Data items:
++++++++++++++++++++
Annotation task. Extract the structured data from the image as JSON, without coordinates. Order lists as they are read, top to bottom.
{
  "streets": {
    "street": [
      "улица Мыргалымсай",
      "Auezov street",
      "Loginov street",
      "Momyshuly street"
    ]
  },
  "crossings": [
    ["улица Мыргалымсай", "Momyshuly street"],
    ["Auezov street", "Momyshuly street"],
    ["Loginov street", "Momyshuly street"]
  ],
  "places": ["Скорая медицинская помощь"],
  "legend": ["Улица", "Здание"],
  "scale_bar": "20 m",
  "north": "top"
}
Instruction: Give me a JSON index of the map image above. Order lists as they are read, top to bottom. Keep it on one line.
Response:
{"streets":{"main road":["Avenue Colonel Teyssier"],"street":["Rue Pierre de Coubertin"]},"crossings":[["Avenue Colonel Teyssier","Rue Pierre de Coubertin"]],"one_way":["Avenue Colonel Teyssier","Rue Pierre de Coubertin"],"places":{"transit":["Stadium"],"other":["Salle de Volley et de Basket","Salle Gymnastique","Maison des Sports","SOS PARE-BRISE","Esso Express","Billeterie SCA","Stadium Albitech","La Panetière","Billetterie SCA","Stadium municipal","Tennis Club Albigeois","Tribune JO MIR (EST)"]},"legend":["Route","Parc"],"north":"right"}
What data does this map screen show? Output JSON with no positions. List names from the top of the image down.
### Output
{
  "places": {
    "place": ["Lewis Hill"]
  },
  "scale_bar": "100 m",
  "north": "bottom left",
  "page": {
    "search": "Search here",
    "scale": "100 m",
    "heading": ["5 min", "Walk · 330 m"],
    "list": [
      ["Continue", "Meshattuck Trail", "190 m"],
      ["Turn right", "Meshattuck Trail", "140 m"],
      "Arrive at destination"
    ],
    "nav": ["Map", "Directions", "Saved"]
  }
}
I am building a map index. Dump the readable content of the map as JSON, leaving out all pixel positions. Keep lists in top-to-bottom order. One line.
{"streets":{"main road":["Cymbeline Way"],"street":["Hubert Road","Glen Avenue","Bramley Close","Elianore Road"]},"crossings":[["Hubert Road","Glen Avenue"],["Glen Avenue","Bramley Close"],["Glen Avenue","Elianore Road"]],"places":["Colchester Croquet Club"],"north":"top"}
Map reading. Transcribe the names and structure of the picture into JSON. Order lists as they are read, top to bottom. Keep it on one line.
++++++++++++++++++++
WHAT YOU HAVE TO DO: Word for word, set down all the lines above.

RESULT OF THIS EXERCISE:
Annotation task. Extract the structured data from the image as JSON, without coordinates. Order lists as they are read, top to bottom.
{
  "streets": {
    "street": [
      "улица Мыргалымсай",
      "Auezov street",
      "Loginov street",
      "Momyshuly street"
    ]
  },
  "crossings": [
    ["улица Мыргалымсай", "Momyshuly street"],
    ["Auezov street", "Momyshuly street"],
    ["Loginov street", "Momyshuly street"]
  ],
  "places": ["Скорая медицинская помощь"],
  "legend": ["Улица", "Здание"],
  "scale_bar": "20 m",
  "north": "top"
}
Instruction: Give me a JSON index of the map image above. Order lists as they are read, top to bottom. Keep it on one line.
Response:
{"streets":{"main road":["Avenue Colonel Teyssier"],"street":["Rue Pierre de Coubertin"]},"crossings":[["Avenue Colonel Teyssier","Rue Pierre de Coubertin"]],"one_way":["Avenue Colonel Teyssier","Rue Pierre de Coubertin"],"places":{"transit":["Stadium"],"other":["Salle de Volley et de Basket","Salle Gymnastique","Maison des Sports","SOS PARE-BRISE","Esso Express","Billeterie SCA","Stadium Albitech","La Panetière","Billetterie SCA","Stadium municipal","Tennis Club Albigeois","Tribune JO MIR (EST)"]},"legend":["Route","Parc"],"north":"right"}
What data does this map screen show? Output JSON with no positions. List names from the top of the image down.
### Output
{
  "places": {
    "place": ["Lewis Hill"]
  },
  "scale_bar": "100 m",
  "north": "bottom left",
  "page": {
    "search": "Search here",
    "scale": "100 m",
    "heading": ["5 min", "Walk · 330 m"],
    "list": [
      ["Continue", "Meshattuck Trail", "190 m"],
      ["Turn right", "Meshattuck Trail", "140 m"],
      "Arrive at destination"
    ],
    "nav": ["Map", "Directions", "Saved"]
  }
}
I am building a map index. Dump the readable content of the map as JSON, leaving out all pixel positions. Keep lists in top-to-bottom order. One line.
{"streets":{"main road":["Cymbeline Way"],"street":["Hubert Road","Glen Avenue","Bramley Close","Elianore Road"]},"crossings":[["Hubert Road","Glen Avenue"],["Glen Avenue","Bramley Close"],["Glen Avenue","Elianore Road"]],"places":["Colchester Croquet Club"],"north":"top"}
Map reading. Transcribe the names and structure of the picture into JSON. Order lists as they are read, top to bottom. Keep it on one line.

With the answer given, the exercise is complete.